-- Work item --
For this task, copy the data that follows exactly, keeping every character.

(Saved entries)
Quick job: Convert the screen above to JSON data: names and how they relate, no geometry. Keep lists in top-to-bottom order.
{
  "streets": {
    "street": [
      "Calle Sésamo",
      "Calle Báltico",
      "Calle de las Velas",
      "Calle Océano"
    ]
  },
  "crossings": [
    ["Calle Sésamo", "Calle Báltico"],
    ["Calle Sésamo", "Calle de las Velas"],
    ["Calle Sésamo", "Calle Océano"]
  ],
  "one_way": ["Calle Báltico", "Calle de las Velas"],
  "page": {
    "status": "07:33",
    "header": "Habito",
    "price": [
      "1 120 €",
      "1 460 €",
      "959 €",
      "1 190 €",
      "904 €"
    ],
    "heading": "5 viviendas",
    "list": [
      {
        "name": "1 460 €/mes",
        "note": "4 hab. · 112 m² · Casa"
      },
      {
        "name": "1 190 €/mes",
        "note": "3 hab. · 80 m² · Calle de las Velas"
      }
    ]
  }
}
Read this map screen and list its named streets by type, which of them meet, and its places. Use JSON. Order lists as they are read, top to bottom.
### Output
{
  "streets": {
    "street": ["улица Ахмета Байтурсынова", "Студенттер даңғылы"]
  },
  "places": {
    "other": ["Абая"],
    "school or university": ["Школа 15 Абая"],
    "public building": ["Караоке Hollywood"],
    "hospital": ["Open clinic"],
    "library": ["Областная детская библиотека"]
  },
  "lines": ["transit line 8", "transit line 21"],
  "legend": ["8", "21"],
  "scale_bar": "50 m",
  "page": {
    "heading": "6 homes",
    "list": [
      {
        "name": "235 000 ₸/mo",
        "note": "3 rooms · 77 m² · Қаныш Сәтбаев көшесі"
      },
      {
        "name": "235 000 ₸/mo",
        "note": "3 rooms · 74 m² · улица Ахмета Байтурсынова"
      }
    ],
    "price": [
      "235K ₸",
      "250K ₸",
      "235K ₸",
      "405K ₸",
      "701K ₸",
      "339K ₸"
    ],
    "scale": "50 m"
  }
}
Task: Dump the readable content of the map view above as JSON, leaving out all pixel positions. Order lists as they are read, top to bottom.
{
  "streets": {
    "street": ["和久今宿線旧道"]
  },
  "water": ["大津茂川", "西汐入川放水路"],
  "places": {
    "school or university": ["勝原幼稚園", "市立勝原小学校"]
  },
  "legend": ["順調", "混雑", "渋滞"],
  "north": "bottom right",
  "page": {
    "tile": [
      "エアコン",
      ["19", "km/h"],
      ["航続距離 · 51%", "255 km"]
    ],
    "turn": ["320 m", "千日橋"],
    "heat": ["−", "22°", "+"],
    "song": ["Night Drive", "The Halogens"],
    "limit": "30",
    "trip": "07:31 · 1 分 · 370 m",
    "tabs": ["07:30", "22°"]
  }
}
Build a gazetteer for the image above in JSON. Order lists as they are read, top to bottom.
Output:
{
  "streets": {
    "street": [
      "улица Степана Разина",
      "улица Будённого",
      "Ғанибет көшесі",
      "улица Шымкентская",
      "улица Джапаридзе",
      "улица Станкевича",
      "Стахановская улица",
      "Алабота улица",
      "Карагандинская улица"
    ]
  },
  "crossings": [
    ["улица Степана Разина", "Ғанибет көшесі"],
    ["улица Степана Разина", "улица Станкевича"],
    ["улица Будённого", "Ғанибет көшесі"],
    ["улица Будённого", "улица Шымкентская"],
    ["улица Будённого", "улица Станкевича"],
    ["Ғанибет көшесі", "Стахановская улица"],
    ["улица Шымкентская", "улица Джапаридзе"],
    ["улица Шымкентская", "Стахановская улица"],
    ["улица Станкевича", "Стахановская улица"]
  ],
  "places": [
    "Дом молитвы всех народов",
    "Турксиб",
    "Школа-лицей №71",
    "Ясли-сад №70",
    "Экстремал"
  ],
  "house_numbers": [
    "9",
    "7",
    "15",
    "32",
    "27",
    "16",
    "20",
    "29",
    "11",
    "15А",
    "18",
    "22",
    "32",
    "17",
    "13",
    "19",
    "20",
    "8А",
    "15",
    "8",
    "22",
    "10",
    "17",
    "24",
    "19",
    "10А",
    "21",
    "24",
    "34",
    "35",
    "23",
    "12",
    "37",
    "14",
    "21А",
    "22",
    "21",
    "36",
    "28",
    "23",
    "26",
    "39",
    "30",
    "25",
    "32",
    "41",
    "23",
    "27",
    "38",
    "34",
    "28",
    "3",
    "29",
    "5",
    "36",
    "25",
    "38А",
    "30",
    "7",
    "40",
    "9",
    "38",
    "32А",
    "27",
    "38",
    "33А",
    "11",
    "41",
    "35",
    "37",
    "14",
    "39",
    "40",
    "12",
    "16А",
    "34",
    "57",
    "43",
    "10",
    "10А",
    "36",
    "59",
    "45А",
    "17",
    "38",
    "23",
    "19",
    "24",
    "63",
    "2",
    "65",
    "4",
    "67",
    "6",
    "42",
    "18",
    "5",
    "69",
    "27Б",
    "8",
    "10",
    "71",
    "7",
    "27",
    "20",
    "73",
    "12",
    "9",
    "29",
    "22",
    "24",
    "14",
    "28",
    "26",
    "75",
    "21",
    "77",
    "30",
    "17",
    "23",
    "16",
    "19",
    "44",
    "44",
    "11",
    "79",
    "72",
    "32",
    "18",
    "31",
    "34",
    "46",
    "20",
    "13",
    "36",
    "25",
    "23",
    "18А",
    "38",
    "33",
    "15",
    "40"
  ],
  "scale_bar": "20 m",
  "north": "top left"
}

-- Your response --
Quick job: Convert the screen above to JSON data: names and how they relate, no geometry. Keep lists in top-to-bottom order.
{
  "streets": {
    "street": [
      "Calle Sésamo",
      "Calle Báltico",
      "Calle de las Velas",
      "Calle Océano"
    ]
  },
  "crossings": [
    ["Calle Sésamo", "Calle Báltico"],
    ["Calle Sésamo", "Calle de las Velas"],
    ["Calle Sésamo", "Calle Océano"]
  ],
  "one_way": ["Calle Báltico", "Calle de las Velas"],
  "page": {
    "status": "07:33",
    "header": "Habito",
    "price": [
      "1 120 €",
      "1 460 €",
      "959 €",
      "1 190 €",
      "904 €"
    ],
    "heading": "5 viviendas",
    "list": [
      {
        "name": "1 460 €/mes",
        "note": "4 hab. · 112 m² · Casa"
      },
      {
        "name": "1 190 €/mes",
        "note": "3 hab. · 80 m² · Calle de las Velas"
      }
    ]
  }
}
Read this map screen and list its named streets by type, which of them meet, and its places. Use JSON. Order lists as they are read, top to bottom.
### Output
{
  "streets": {
    "street": ["улица Ахмета Байтурсынова", "Студенттер даңғылы"]
  },
  "places": {
    "other": ["Абая"],
    "school or university": ["Школа 15 Абая"],
    "public building": ["Караоке Hollywood"],
    "hospital": ["Open clinic"],
    "library": ["Областная детская библиотека"]
  },
  "lines": ["transit line 8", "transit line 21"],
  "legend": ["8", "21"],
  "scale_bar": "50 m",
  "page": {
    "heading": "6 homes",
    "list": [
      {
        "name": "235 000 ₸/mo",
        "note": "3 rooms · 77 m² · Қаныш Сәтбаев көшесі"
      },
      {
        "name": "235 000 ₸/mo",
        "note": "3 rooms · 74 m² · улица Ахмета Байтурсынова"
      }
    ],
    "price": [
      "235K ₸",
      "250K ₸",
      "235K ₸",
      "405K ₸",
      "701K ₸",
      "339K ₸"
    ],
    "scale": "50 m"
  }
}
Task: Dump the readable content of the map view above as JSON, leaving out all pixel positions. Order lists as they are read, top to bottom.
{
  "streets": {
    "street": ["和久今宿線旧道"]
  },
  "water": ["大津茂川", "西汐入川放水路"],
  "places": {
    "school or university": ["勝原幼稚園", "市立勝原小学校"]
  },
  "legend": ["順調", "混雑", "渋滞"],
  "north": "bottom right",
  "page": {
    "tile": [
      "エアコン",
      ["19", "km/h"],
      ["航続距離 · 51%", "255 km"]
    ],
    "turn": ["320 m", "千日橋"],
    "heat": ["−", "22°", "+"],
    "song": ["Night Drive", "The Halogens"],
    "limit": "30",
    "trip": "07:31 · 1 分 · 370 m",
    "tabs": ["07:30", "22°"]
  }
}
Build a gazetteer for the image above in JSON. Order lists as they are read, top to bottom.
Output:
{
  "streets": {
    "street": [
      "улица Степана Разина",
      "улица Будённого",
      "Ғанибет көшесі",
      "улица Шымкентская",
      "улица Джапаридзе",
      "улица Станкевича",
      "Стахановская улица",
      "Алабота улица",
      "Карагандинская улица"
    ]
  },
  "crossings": [
    ["улица Степана Разина", "Ғанибет көшесі"],
    ["улица Степана Разина", "улица Станкевича"],
    ["улица Будённого", "Ғанибет көшесі"],
    ["улица Будённого", "улица Шымкентская"],
    ["улица Будённого", "улица Станкевича"],
    ["Ғанибет көшесі", "Стахановская улица"],
    ["улица Шымкентская", "улица Джапаридзе"],
    ["улица Шымкентская", "Стахановская улица"],
    ["улица Станкевича", "Стахановская улица"]
  ],
  "places": [
    "Дом молитвы всех народов",
    "Турксиб",
    "Школа-лицей №71",
    "Ясли-сад №70",
    "Экстремал"
  ],
  "house_numbers": [
    "9",
    "7",
    "15",
    "32",
    "27",
    "16",
    "20",
    "29",
    "11",
    "15А",
    "18",
    "22",
    "32",
    "17",
    "13",
    "19",
    "20",
    "8А",
    "15",
    "8",
    "22",
    "10",
    "17",
    "24",
    "19",
    "10А",
    "21",
    "24",
    "34",
    "35",
    "23",
    "12",
    "37",
    "14",
    "21А",
    "22",
    "21",
    "36",
    "28",
    "23",
    "26",
    "39",
    "30",
    "25",
    "32",
    "41",
    "23",
    "27",
    "38",
    "34",
    "28",
    "3",
    "29",
    "5",
    "36",
    "25",
    "38А",
    "30",
    "7",
    "40",
    "9",
    "38",
    "32А",
    "27",
    "38",
    "33А",
    "11",
    "41",
    "35",
    "37",
    "14",
    "39",
    "40",
    "12",
    "16А",
    "34",
    "57",
    "43",
    "10",
    "10А",
    "36",
    "59",
    "45А",
    "17",
    "38",
    "23",
    "19",
    "24",
    "63",
    "2",
    "65",
    "4",
    "67",
    "6",
    "42",
    "18",
    "5",
    "69",
    "27Б",
    "8",
    "10",
    "71",
    "7",
    "27",
    "20",
    "73",
    "12",
    "9",
    "29",
    "22",
    "24",
    "14",
    "28",
    "26",
    "75",
    "21",
    "77",
    "30",
    "17",
    "23",
    "16",
    "19",
    "44",
    "44",
    "11",
    "79",
    "72",
    "32",
    "18",
    "31",
    "34",
    "46",
    "20",
    "13",
    "36",
    "25",
    "23",
    "18А",
    "38",
    "33",
    "15",
    "40"
  ],
  "scale_bar": "20 m",
  "north": "top left"
}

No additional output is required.